There are many models of sub personalities in the coaching world, from CRR global's concept of secret selves, to the Inner Critic course at New Ventures West. What sets IFS apart is that while most coaching schools add sub personality work into their larger curriculum- in IFS, that's all there is. For 25 years, IFS has been one of the pioneers in this field, and has developed what I find to be a very lean, elegant, simple approach to sub personalities, or what IFS calls parts of the personality. I truly believe that parts work or sub personality work is going to become more and more central to the coaching industry, and I think the best proof of that is one of the leaders in our industry-- the Coaches Training Institute–just added a sub personality approach to their new curriculum. They call the captain and crew model. I believe that all coaches deserve to at least have a basic understanding of subpersonalities because I think that's the direction our industry is headed. For those of you who are familiar with sub personality work, I hope this afternoon will deepen and expand your knowledge. For those of you who are new to sub personalities, I hope this afternoon will serve as an intriguing introduction to how IFS approaches them.
We're going to start with an icebreaker. I'll describe it and then we'll jump up and do it. You're going to find a partner, someone you're interested in getting to know, introduce yourself and begin a getting to know you conversation. You could ask, “What brings you to this workshop?” Or, “What's something exciting you're doing in your life right now?” Or anything else you're interested in learning about them. In the middle of your conversation, I'm going to ding the bells and ask you to just stop where you are and follow my directions. I'm going to lead you in a short experiential exercise that will form the felt sense foundation for what I'll be talking about this afternoon–so there is a reason behind the exercise. After that you will get a chance to finish your conversation with your partner. So I invite you to get up and go find your partner and begin your conversation.

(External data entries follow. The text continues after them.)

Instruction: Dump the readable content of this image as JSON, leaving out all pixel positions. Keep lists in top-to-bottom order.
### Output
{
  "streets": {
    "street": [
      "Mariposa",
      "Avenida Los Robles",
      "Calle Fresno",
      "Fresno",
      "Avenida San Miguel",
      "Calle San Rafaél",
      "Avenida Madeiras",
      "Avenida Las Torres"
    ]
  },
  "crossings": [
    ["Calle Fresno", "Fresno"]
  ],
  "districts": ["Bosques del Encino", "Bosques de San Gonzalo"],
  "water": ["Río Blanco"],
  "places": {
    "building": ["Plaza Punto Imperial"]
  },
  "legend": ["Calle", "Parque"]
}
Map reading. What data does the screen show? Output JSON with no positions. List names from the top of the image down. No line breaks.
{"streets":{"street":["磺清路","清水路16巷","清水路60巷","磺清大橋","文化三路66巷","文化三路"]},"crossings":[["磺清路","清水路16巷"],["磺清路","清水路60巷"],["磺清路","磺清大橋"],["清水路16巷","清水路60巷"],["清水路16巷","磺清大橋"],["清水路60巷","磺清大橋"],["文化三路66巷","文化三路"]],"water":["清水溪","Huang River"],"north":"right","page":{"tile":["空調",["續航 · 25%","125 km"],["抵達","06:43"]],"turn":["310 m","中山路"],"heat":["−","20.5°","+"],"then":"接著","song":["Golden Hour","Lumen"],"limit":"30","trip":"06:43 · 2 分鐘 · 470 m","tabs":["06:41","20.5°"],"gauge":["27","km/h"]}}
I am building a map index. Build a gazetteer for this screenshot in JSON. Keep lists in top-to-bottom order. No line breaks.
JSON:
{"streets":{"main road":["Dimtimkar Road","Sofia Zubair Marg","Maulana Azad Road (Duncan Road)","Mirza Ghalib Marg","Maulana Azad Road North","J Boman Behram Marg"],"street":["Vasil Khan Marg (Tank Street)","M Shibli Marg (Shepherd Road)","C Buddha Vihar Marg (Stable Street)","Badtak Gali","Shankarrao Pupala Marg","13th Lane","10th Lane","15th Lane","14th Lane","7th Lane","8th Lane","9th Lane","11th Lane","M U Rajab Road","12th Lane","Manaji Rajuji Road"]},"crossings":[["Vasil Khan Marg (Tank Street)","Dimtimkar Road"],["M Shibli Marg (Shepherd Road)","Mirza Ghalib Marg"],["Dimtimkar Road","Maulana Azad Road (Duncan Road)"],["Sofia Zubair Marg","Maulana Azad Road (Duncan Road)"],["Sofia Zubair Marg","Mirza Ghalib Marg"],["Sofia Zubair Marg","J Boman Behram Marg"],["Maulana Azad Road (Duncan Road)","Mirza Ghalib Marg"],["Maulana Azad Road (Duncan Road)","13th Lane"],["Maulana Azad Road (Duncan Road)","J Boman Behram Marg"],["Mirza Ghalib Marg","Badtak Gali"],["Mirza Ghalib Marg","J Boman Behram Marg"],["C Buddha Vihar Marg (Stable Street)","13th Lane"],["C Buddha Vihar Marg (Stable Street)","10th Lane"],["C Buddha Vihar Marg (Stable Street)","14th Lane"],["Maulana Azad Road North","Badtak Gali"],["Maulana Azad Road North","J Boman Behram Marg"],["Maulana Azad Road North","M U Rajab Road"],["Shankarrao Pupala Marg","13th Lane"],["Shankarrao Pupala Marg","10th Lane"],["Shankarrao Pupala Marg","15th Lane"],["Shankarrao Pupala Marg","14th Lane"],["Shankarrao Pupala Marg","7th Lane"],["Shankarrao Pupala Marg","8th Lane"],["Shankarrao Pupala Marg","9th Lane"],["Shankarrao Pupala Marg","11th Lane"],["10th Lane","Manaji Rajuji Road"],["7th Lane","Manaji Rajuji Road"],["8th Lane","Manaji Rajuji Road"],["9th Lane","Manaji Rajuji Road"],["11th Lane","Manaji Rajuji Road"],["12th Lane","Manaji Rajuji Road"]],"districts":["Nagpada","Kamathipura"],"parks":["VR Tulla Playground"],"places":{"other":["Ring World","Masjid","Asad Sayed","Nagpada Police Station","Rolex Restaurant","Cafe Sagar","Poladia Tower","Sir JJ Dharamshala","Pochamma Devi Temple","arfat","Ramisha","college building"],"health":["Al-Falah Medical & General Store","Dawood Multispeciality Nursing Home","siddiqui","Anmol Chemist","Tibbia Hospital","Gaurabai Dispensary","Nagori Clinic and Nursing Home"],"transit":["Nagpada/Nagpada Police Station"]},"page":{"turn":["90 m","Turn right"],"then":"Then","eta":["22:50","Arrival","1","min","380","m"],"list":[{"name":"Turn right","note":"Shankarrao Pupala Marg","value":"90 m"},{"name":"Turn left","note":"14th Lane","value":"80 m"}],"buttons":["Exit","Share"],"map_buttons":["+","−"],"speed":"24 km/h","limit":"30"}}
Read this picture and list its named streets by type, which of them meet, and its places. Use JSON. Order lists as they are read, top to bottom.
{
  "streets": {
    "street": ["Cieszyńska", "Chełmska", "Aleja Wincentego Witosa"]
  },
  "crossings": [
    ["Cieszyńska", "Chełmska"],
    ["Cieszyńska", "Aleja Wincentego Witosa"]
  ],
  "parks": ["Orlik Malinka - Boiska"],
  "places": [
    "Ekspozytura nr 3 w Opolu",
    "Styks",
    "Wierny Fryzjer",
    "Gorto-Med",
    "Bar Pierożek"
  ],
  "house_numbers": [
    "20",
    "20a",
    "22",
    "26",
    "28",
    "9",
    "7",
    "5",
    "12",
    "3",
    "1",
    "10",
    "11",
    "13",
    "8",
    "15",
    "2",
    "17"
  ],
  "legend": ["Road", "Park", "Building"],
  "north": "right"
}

I invite you to begin to draw your attention away from your partner and back to yourself. If you want you can close your eyes, and just begin to focus on anything that's going on in your mind or body. Notice your thoughts–maybe you're thinking about the conversation you were just having. Notice your emotions–maybe you're feeling a little excited or nervous about meeting a new person. Notice your physical sensations–maybe you're feeling a little warm or little cool. Notice your actions–maybe you're shifting from side to side. Just take another moment to sink deeper into your experience of you, noticing whatever comes up. And now slowly begin to bring your attention back to the room, and back to your partner. If you want, you can share some of the things you noticed when you were focusing on yourself, but you don't have to. So go ahead and just resume your conversation.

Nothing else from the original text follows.